Of course, as always, my stance is that you should assume that users will click phishing emails, and your system should either prevent them getting to users in the first place, or prevent the click from actually realising damage. Any “phishing training” that aims to reduce click rates as a primary purpose is wasted time and effort.

Backdooring Your Backdoors - Another $20 Domain, More Governments

https://labs.watchtowr.com/more-governments-backdoors-in-your-backdoors/

Put simply - we have been hijacking backdoors (that were reliant on now abandoned infrastructure and/or expired domains) that themselves existed inside backdoors, and have since been watching the results flood in.
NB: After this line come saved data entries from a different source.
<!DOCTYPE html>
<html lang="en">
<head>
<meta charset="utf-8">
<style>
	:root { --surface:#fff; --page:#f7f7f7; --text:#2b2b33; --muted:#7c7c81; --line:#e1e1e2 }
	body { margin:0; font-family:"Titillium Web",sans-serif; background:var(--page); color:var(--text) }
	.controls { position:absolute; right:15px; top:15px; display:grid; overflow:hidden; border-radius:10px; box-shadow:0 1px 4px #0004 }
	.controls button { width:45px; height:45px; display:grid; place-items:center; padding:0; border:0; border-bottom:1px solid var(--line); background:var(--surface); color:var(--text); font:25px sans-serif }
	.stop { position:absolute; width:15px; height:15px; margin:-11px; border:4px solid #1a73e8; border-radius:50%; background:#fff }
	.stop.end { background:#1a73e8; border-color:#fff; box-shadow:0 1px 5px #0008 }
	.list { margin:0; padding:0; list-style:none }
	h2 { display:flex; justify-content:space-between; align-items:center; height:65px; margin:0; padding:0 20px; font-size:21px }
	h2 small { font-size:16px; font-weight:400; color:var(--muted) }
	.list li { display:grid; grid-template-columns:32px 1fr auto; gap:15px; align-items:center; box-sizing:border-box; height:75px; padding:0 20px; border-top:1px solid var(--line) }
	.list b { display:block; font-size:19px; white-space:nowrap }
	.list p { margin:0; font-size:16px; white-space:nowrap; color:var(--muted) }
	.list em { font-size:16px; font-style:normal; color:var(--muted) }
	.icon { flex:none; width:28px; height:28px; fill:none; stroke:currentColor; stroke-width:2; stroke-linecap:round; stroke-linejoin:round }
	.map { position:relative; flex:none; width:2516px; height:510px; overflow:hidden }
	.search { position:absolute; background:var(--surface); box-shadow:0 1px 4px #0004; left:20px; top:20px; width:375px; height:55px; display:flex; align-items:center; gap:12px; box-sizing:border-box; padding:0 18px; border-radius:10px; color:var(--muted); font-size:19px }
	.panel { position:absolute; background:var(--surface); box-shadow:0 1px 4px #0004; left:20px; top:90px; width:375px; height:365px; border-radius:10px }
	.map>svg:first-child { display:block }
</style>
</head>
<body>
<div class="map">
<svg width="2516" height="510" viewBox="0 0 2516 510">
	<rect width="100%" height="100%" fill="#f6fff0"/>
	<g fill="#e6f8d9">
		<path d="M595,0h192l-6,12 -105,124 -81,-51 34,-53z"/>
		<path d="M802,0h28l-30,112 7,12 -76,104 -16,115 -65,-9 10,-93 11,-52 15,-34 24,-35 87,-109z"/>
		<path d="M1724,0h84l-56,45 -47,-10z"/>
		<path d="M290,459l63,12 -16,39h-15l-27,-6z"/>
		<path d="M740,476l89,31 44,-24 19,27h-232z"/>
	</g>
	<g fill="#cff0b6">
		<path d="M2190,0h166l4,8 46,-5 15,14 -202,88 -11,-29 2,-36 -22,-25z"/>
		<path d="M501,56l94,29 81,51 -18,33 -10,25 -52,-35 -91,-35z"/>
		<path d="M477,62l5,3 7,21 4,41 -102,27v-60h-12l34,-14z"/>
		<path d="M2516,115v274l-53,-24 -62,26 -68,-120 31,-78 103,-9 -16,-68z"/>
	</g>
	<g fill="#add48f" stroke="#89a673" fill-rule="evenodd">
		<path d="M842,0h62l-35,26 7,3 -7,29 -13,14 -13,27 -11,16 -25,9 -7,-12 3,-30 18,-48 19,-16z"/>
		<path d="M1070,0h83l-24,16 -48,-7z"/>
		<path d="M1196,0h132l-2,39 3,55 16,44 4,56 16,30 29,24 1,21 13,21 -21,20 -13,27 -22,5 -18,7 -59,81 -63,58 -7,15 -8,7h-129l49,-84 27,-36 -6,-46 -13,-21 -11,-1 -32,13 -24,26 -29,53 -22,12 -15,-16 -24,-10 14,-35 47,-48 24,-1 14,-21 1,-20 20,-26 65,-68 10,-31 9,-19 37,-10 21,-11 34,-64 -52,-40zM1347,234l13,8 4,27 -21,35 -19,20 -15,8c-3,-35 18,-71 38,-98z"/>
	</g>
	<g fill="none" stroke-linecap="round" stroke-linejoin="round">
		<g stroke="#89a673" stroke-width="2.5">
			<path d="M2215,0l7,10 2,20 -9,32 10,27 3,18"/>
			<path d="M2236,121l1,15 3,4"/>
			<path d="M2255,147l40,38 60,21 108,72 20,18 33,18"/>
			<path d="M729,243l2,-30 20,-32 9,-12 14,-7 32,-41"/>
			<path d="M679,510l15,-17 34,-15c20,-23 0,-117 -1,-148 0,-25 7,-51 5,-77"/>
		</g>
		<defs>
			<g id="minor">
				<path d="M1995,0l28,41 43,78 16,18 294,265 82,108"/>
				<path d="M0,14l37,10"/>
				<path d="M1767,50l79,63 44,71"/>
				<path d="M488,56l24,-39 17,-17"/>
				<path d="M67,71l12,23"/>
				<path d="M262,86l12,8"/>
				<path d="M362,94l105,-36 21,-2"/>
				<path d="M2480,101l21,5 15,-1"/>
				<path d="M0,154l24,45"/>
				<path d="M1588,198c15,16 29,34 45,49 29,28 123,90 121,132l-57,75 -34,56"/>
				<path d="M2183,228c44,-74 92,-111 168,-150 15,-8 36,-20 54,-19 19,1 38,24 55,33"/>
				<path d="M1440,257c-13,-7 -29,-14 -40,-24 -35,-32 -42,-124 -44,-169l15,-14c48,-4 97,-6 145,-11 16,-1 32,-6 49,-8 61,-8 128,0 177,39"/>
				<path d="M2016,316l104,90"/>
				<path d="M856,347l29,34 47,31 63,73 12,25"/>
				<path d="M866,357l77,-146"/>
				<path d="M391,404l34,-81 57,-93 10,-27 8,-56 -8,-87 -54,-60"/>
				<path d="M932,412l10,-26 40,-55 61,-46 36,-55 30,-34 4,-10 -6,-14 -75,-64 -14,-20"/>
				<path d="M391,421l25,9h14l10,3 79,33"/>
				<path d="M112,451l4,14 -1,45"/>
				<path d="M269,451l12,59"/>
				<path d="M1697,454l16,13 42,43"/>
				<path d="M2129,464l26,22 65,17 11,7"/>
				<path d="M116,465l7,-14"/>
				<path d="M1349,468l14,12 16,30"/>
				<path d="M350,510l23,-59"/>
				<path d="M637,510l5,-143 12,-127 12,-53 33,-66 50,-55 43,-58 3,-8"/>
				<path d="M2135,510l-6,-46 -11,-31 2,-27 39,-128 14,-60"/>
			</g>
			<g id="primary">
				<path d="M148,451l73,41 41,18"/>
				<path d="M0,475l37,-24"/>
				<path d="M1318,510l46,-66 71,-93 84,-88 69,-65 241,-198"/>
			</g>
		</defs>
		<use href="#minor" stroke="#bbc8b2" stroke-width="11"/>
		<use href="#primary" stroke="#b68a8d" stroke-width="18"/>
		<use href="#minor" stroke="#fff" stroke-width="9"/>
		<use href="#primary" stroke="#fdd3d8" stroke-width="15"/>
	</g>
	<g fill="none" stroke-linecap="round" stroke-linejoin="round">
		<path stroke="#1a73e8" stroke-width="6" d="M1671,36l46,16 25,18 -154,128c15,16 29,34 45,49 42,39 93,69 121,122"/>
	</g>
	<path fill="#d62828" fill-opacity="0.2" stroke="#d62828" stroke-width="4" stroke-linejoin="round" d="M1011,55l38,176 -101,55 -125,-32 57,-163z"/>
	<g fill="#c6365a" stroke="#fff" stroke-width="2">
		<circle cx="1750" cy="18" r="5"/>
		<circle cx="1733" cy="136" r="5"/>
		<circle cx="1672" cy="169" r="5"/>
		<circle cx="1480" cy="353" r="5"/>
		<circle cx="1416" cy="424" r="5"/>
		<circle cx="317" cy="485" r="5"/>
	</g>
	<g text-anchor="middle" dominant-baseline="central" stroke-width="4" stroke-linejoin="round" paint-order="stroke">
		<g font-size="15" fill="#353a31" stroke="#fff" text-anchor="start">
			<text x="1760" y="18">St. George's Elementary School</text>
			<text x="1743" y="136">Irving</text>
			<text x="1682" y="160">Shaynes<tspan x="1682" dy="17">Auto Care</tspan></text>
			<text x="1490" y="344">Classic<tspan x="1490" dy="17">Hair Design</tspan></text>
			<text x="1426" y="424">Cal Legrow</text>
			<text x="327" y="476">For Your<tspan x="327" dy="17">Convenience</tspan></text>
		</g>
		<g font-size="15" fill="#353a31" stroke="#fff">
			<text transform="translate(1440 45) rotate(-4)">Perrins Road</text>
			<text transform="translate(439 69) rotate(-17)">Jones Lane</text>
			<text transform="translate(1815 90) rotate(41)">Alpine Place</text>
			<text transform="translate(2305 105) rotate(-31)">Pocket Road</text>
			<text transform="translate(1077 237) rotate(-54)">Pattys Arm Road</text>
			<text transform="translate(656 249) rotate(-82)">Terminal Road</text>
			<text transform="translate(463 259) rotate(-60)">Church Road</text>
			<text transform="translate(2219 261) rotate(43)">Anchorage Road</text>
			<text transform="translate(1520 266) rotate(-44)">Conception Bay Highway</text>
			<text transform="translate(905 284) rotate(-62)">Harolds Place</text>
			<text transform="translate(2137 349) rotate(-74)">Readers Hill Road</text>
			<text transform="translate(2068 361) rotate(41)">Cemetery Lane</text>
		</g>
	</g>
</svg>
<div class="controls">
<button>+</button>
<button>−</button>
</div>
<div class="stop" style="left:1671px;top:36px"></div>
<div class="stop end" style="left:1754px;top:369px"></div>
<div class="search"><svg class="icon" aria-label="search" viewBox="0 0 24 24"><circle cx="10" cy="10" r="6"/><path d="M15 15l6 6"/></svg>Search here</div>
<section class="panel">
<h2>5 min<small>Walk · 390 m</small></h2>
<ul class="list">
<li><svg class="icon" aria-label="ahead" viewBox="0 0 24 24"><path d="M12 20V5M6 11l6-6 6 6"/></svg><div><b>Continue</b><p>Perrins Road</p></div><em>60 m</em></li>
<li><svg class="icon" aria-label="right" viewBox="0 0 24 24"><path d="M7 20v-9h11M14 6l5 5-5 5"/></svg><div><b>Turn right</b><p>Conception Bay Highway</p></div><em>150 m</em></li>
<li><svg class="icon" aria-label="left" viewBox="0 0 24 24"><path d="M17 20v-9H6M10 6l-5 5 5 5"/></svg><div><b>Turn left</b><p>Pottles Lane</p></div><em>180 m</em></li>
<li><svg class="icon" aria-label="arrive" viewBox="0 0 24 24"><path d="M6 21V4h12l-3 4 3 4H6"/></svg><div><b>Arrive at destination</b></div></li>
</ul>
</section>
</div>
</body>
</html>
This hijacking allowed us to track compromised hosts as they ‘reported in’, and theoretically gave us the power to commandeer and control these compromised hosts.

Over 4000 unique and live backdoors later (the number continues to grow), we decided this research would never be finished, and it would be interesting to share the results in their current state.Note to the reader: We have intentionally obfuscated compromised hostnames (in most cases hueheuhueh), and our publishing of this research does not put any system at any additional risk.

Across those 4000 unique and live backdoors, we saw some systems of interest:

• Multiple compromised governments

  • Bangladesh
  • China
  • Nigeria
  • Compromised universities/higher education entities across Thailand, China, South Korea and more
  • and, of course, much much more (we’ve so far recorded over 300MB of logs to trawl through).

As always, we’re quick to remind everyone - we’re not the first to track hackers for fun, we no doubt won’t be the last. But, we have enjoyed continuing to exploit what truly appears to be a hugely underrated vulnerability class - abandoned and expired infrastructure - to basically give ourselves ‘theoretical’ free access to thousands of systems for the cost of a few (yet again) $20 domain names.

It’s nice to know that the same flaws that affect defenders, such as letting some of your domains lapse, can also affect attackers.

Looking at intermediating criminal activity by taking over their C2 domains is normally a law enforcement operation, and so details are rarely made public. But WatchTowr’s examples here sets out a bit more about how bad actors use C2 systems and what you can do when you take them over.